HTTP background, when the Internet came to be in the early 1990's HTTP was the de facto for the WWW. For those keeping technical score these were RFC 1867, 1945 and thus considered HTTP/1.
Then came along improvements such has HTTP/1.1 (pipelining via RFC 2068 & 2616, 2617 and use of TLS for security)
HTTP/2 RFC 2818, 2828, 3986 URL Syntax, 7230-7237 - QUIC - Quick UDP Internet Connections and was introduced by Google in 2014. QUIC had built-in security and it was always on. QUIC is the foundation on which gRPC is built! QUIC multiplexes multiple streams into one connection, so that a connection can serve several HTTP requests simultaneously. HTTP/2 lends itself better toward real-time bidirectional communications like chat apps and games. However, HTTP/2 uses TCP as its transport, so all of its streams can be blocked when a single TCP packet is lost—a problem called head-of-line blocking. Utilized TLS 1.2 for security!
HTTP/3 RFC 9114 uses UDP as its transport and thus addresses multiple issues, first and foremost is head of the line blocking then speed. Both solved with this implementation.
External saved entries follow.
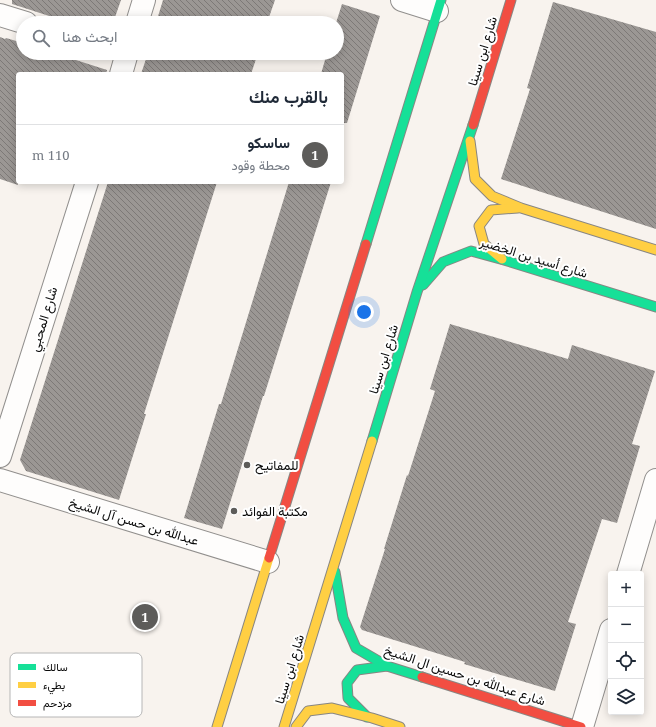 <!DOCTYPE html>
<html lang="ar">
<head>
<meta charset="utf-8">
<style>
  :root { --surface:#fff; --page:#f6f6f7; --text:#1f2937; --muted:#747a83; --line:#e0e1e3; --accent:#5d5c5a }
  body { margin:0; font-family:"Noto Serif",Vazirmatn,serif; background:var(--page); color:var(--text); direction:rtl }
  .controls { position:absolute; right:12px; bottom:12px; display:grid; overflow:hidden; border-radius:4px; box-shadow:0 2px 10px #0003 }
  .controls button { width:36px; height:36px; display:grid; place-items:center; padding:0; border:0; border-bottom:1px solid var(--line); background:var(--surface); color:var(--text); font:20px sans-serif }
  .you { position:absolute; left:364px; top:312px; width:14px; height:14px; margin:-10px; border:3px solid #fff; border-radius:50%; background:#1a73e8; box-shadow:0 0 0 6px #1a73e833 }
  .badge { display:grid; place-items:center; width:26px; height:26px; border-radius:50%; background:var(--accent); color:#fff; font-size:13px; font-weight:700 }
  .pin { position:absolute; translate:-50% -50%; border:2px solid #fff; box-shadow:0 1px 4px #0006 }
  .list { margin:0; padding:0; list-style:none }
  h2 { display:flex; justify-content:space-between; align-items:center; height:52px; margin:0; padding:0 16px; font-size:17px }
  h2 small { font-size:13px; font-weight:400; color:var(--muted) }
  .list li { display:grid; grid-template-columns:26px 1fr auto; gap:12px; align-items:center; box-sizing:border-box; height:60px; padding:0 16px; border-top:1px solid var(--line) }
  .list b { display:block; font-size:15px; white-space:nowrap }
  .list p { margin:0; font-size:13px; white-space:nowrap; color:var(--muted) }
  .list em { font-size:13px; font-style:normal; color:var(--muted) }
  .icon { flex:none; width:22px; height:22px; fill:none; stroke:currentColor; stroke-width:2; stroke-linecap:round; stroke-linejoin:round }
  .map { position:relative; flex:none; width:656px; height:727px; overflow:hidden; direction:ltr }
  .search { position:absolute; background:var(--surface); box-shadow:0 2px 10px #0003; left:16px; top:16px; width:328px; height:44px; display:flex; align-items:center; gap:10px; box-sizing:border-box; padding:0 14px; border-radius:22px; color:var(--muted); font-size:15px }
  .panel { position:absolute; background:var(--surface); box-shadow:0 2px 10px #0003; left:16px; top:72px; width:328px; height:112px; border-radius:4px; direction:rtl }
  .map>svg:first-child { display:block }
  .building { fill:url(#building-back-hatch) }
  .lines { fill:none; stroke-linecap:round; stroke-linejoin:round }
  .street-casing { stroke:#918f8d; stroke-width:24 }
  .fast-casing { stroke:#888683; stroke-width:11 }
  .slow-casing { stroke:#888683; stroke-width:11 }
  .jam-casing { stroke:#888683; stroke-width:11 }
  .street { stroke:#fefdfc; stroke-width:22 }
  .fast { stroke:#16e098; stroke-width:9 }
  .slow { stroke:#ffcf43; stroke-width:9 }
  .jam { stroke:#f24e42; stroke-width:9 }
  .poi-dot { fill:#5d5c5a; stroke:#fff; stroke-width:1.5 }
  .labels { text-anchor:middle; stroke-width:4; stroke-linejoin:round; paint-order:stroke }
  .street-label { font-size:13px; fill:#0a0a0a; stroke:#fff }
  .poi-label { font-size:13px; fill:#0a0a0a; stroke:#fff; text-anchor:start }
  .key { fill:#fff; stroke:#b6b6b6; stroke-width:1 }
  .key-label { font-size:11px; fill:#0a0a0a }
</style>
</head>
<body>
<div class="map">
<svg width="656" height="727" viewBox="0 0 656 727">
  <defs>
    <pattern id="building-back-hatch" width="6" height="6" patternUnits="userSpaceOnUse"><rect width="6" height="6" fill="#9b9794"/><path d="M-1 5l2 2M0 0l6 6M5-1l2 2" fill="none" stroke="#7d7977"/></pattern>
  </defs>
  <rect width="100%" height="100%" fill="#f8f3ee"/>
  <g class="building">
    <polygon points="12,0 121,0 113,23 71,23 12,4"/>
    <polygon points="163,0 275,0 267,23 156,23"/>
    <polygon points="553,2 656,32 656,229 501,179 530,89 527,88"/>
    <polygon points="342,4 380,16 347,123 342,123 342,74 321,74 327,53 337,53 336,23"/>
    <polygon points="0,37 5,39 6,38 23,43 23,53 54,53 107,70 106,74 18,74 18,185 0,179"/>
    <polygon points="148,53 258,53 251,74 141,74"/>
    <polygon points="108,182 217,182 144,414 146,414 119,500 26,471 20,460"/>
    <polygon points="289,182 331,182 264,396 263,396 222,529 184,518 219,404 221,404"/>
    <polygon points="450,324 568,359 572,345 655,371 632,444 640,446 617,523 602,519 568,622 576,624 555,691 464,664 465,662 362,630 360,627 385,549 384,549 407,475 408,476 435,391 430,389"/>
  </g>
  <g class="lines">
    <g class="street-casing">
      <g id="street">
        <polyline points="402,0 437,11"/>
        <polyline points="0,15 26,23"/>
        <polyline points="137,23 144,0"/>
        <polyline points="121,74 127,53"/>
        <polyline points="0,456 87,182"/>
        <polyline points="0,480 268,562"/>
        <polyline points="628,574 656,480"/>
        <polyline points="582,727 611,630"/>
      </g>
    </g>
    <g class="fast-casing">
      <g id="fast">
        <polyline points="366,244 441,0"/>
        <polyline points="423,285 443,262 471,251 504,260 656,307"/>
        <polyline points="372,441 417,292 473,125"/>
        <polyline points="335,572 343,618 356,648 387,666 422,677"/>
        <polyline points="367,717 348,698 347,683 357,670 387,666"/>
      </g>
    </g>
    <g class="slow-casing">
      <g id="slow">
        <polyline points="470,141 475,179 492,196 521,208 656,250"/>
        <polyline points="502,259 484,244 479,226 491,210 518,208"/>
        <polyline points="217,727 269,558"/>
        <polyline points="284,727 372,441"/>
        <polyline points="296,727 308,711 332,708 372,718 400,727"/>
      </g>
    </g>
    <g class="jam-casing">
      <g id="jam">
        <polyline points="473,125 511,0"/>
        <polyline points="269,558 366,244"/>
        <polyline points="422,677 581,727"/>
      </g>
    </g>
    <use href="#street" class="street"/>
    <use href="#fast" class="fast"/>
    <use href="#slow" class="slow"/>
    <use href="#jam" class="jam"/>
  </g>
  <g class="poi-dot">
    <circle cx="247" cy="465" r="4"/>
    <circle cx="234" cy="511" r="4"/>
  </g>
  <g class="labels">
    <g class="street-label">
      <text transform="translate(482 51) rotate(-73)" y="5">شارع ابن سينا</text>
      <text transform="translate(534 257) rotate(17)" y="5">شارع أسيد بن الخضير</text>
      <text transform="translate(43 319) rotate(-73)" y="5">شارع المحبي</text>
      <text transform="translate(383 359) rotate(-73)" y="5">شارع ابن سينا</text>
      <text transform="translate(134 521) rotate(17)" y="5">عبدالله بن حسن آل الشيخ</text>
      <text transform="translate(289 669) rotate(-73)" y="5">شارع ابن سينا</text>
      <text transform="translate(465 675) rotate(18)" y="5">شارع عبدالله بن حسين ال الشيخ</text>
    </g>
    <g class="poi-label">
      <text x="255" y="470">للمفاتيح</text>
      <text x="242" y="516">مكتبة الفوائد</text>
    </g>
  </g>
  <rect x="10" y="653" width="132" height="64" rx="6" class="key"/>
  <rect x="18" y="664" width="18" height="6" fill="#16e098"/>
  <rect x="18" y="682" width="18" height="6" fill="#ffcf43"/>
  <rect x="18" y="700" width="18" height="6" fill="#f24e42"/>
  <g class="key-label">
    <text x="43" y="671">سالك</text>
    <text x="43" y="689">بطيء</text>
    <text x="43" y="707">مزدحم</text>
  </g>
</svg>
<div class="controls">
<button>+</button>
<button>−</button>
<button><svg class="icon" aria-label="locate" viewBox="0 0 24 24"><circle cx="12" cy="12" r="6"/><path d="M12 2v4M12 18v4M2 12h4M18 12h4"/></svg></button>
<button><svg class="icon" aria-label="layers" viewBox="0 0 24 24"><path d="M12 4l9 5-9 5-9-5zM3 14l9 5 9-5"/></svg></button>
</div>
<div class="you"></div>
<div class="pin badge" style="left:145px;top:617px">1</div>
<div class="search"><svg class="icon" aria-label="search" viewBox="0 0 24 24"><circle cx="10" cy="10" r="6"/><path d="M15 15l6 6"/></svg>ابحث هنا</div>
<section class="panel">
<h2>بالقرب منك<small></small></h2>
<ul class="list">
<li><span class="badge">1</span><div><b>ساسكو</b><p>محطة وقود</p></div><em>110 m</em></li>
</ul>
</section>
</div>
</body>
</html>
Objectives of HTTP/3? An alternative to TCP for Web traffic, put another way its the transport that makes HTTPS run faster than it does over TCP without the handshake overhead. Perhaps a major shift in Internet traffic from TCP to UDP will take place, only time will tell.
For my visual learners here is a quick slide to help show you the differences in the protocol(s).

Where is HTTP/3 being used?
- Akamai, and other Content Delivery Networks (CDNs),
- Google,
- Expect it to pick up speed (no pun intended) as its impact is understood.
Summary - HTTP/3 is a new version of HTTP that sits on top of QUIC and is being pushed by Content Delivery Networks (CDNs), Google (of course), Cloud based security firms such as CloudFlare. Wonder if Theta or other P2P offerings will adopt HTTP/3 and how quickly?